**Try it:**
Which of the lines below hold the word "icon"? Pull each of them out.

Dataset entries
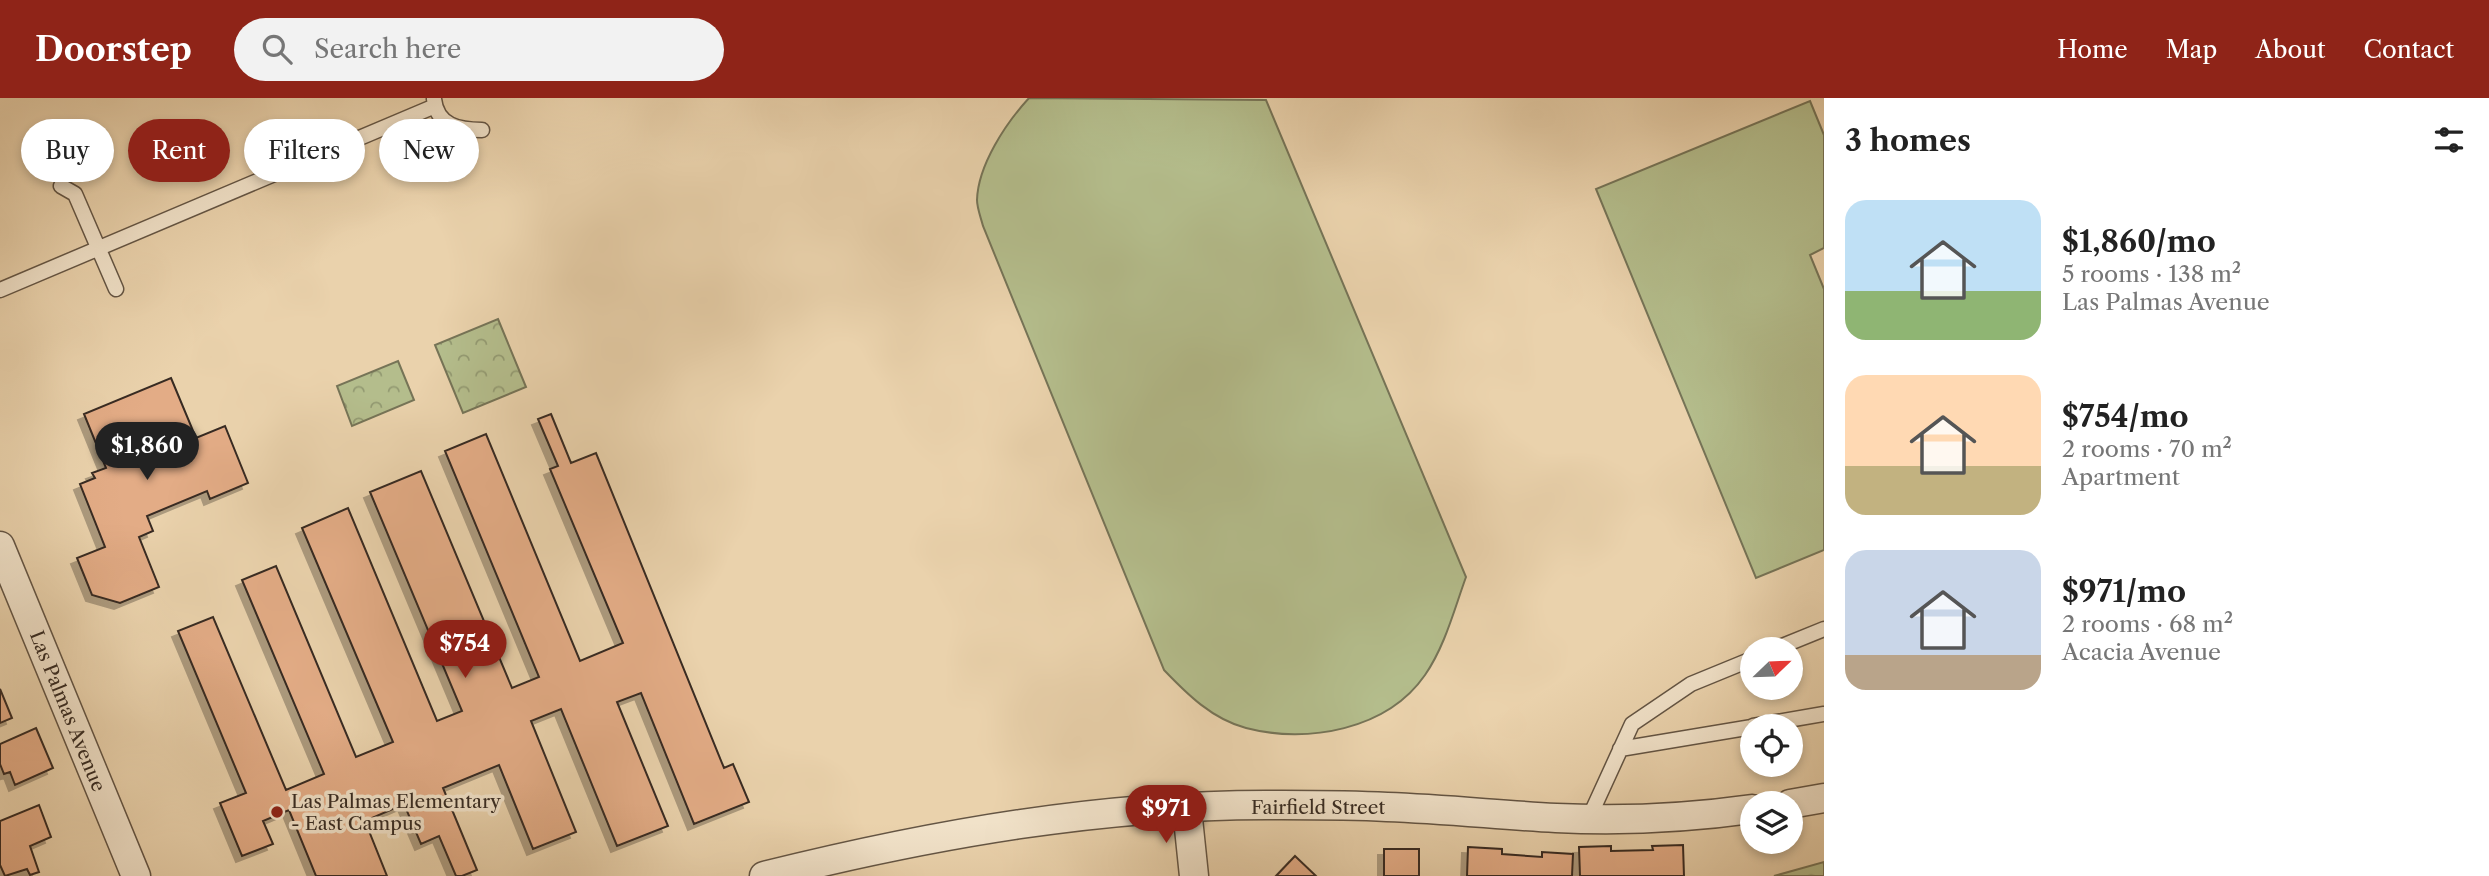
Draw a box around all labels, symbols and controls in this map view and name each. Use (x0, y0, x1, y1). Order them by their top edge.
search box (234, 18, 724, 81)
text: Doorstep (35, 29, 192, 70)
icon: search (258, 30, 296, 68)
text: Search here (314, 33, 461, 65)
text: Home (2057, 35, 2128, 64)
text: Map (2166, 35, 2217, 64)
text: About (2255, 35, 2326, 64)
text: Contact (2364, 35, 2454, 64)
chip: Buy (21, 119, 114, 182)
chip: Rent (128, 119, 230, 182)
chip: Filters (244, 119, 365, 182)
chip: New (379, 119, 479, 182)
icon: filters (2430, 121, 2468, 159)
text: 3 homes (1845, 122, 1971, 159)
text: $1,860/mo (2062, 223, 2216, 260)
icon: home (1901, 228, 1985, 312)
text: 5 rooms · 138 m² (2062, 260, 2241, 288)
text: Las Palmas Avenue (2062, 288, 2270, 316)
text: $754/mo (2062, 398, 2189, 435)
icon: home (1901, 403, 1985, 487)
pin: $1,860 (90, 422, 204, 482)
text: $1,860 (111, 431, 183, 459)
text: 2 rooms · 70 m² (2062, 435, 2232, 463)
text: Apartment (2062, 463, 2180, 491)
text: $971/mo (2062, 573, 2186, 610)
icon: home (1901, 578, 1985, 662)
text: 2 rooms · 68 m² (2062, 610, 2233, 638)
pin: $754 (424, 620, 506, 680)
street label: Las Palmas Avenue (25, 627, 110, 795)
text: $754 (440, 629, 490, 657)
north arrow (1740, 637, 1802, 700)
map controls (1740, 637, 1803, 854)
text: Acacia Avenue (2062, 638, 2221, 666)
button: locate (1740, 714, 1803, 777)
pin: $971 (1125, 786, 1207, 845)
place label: Las Palmas Elementary - East Campus (291, 790, 501, 835)
button: layers (1740, 791, 1803, 854)
text: $971 (1142, 794, 1190, 822)
street label: Fairfield Street (1251, 796, 1385, 819)
marker: Las Palmas Elementary - East Campus (269, 804, 285, 820)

**Written solution:**
icon: search (258, 30, 296, 68)
icon: filters (2430, 121, 2468, 159)
icon: home (1901, 228, 1985, 312)
icon: home (1901, 403, 1985, 487)
icon: home (1901, 578, 1985, 662)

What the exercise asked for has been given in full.